OK...so...why when the other three gave you a clearance...didn't you drop it then?

I really hope you can find a therapist that will "rule out" certain things (on your part) and perhaps make a definitive diagnosis.

Thanks for the thoughtful and stimulating questions.

The other 3 did not see me in context with my wife - that is why I didn't drop it then.  They only saw me individually.  I don't want to be so sure of myself that I won't consider other information.

One thing that keeps nagging me is the failed couples counseling we tried together.  It was a bad situation.

My wife was seeing a counselor individually.  I suggested we see for couples counseling.  (later I learned that this is poor practice, because the counselor builds a rapport with one member of the couple)
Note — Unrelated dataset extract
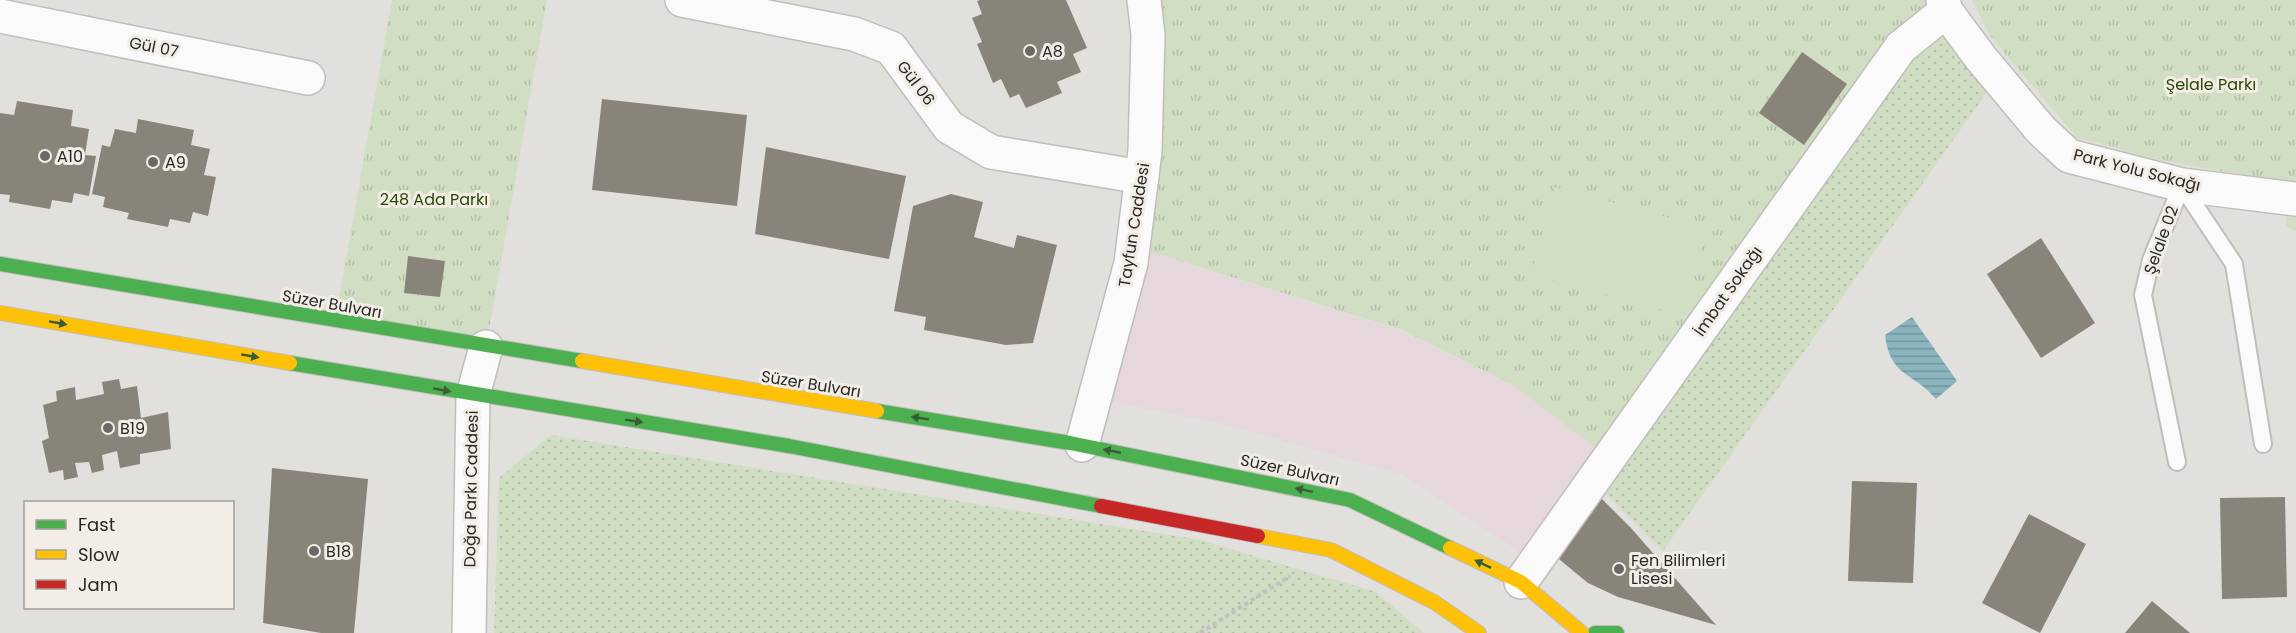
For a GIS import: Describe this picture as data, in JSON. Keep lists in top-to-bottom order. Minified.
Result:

During the process of that couples counseling - while trying to do my own research, I had an epiphany that I was being emotionally abused.  I brought this up with the counselor in an individual session and was dismissed immediately.

In hindsight, it feels like when you get to the end of a book with a twist ending, and stuff that was confusing makes sense.  (like Harry Potter & The Prisoner of Azkaban)   I think my wife was saying I was emotionally abusing her - and the counselor say my concerns as triangulation.  I believe the counselor was "armored up" against anything I might say.

I believe my wife is the waif subtype, and tends to play the victim, so all this makes sense. 

I found this quote to be very helpful “Abusers may state, even believe, they are the one being abused. As the victim gains strength and asserts their voice, the abuser may feel threatened, like they are losing the control they held in the victim’s life.”

But how do I know I am not doing the same thing I think she is doing?  (Like Cat Familiar said - the fact I am asking that question is very telling in itself)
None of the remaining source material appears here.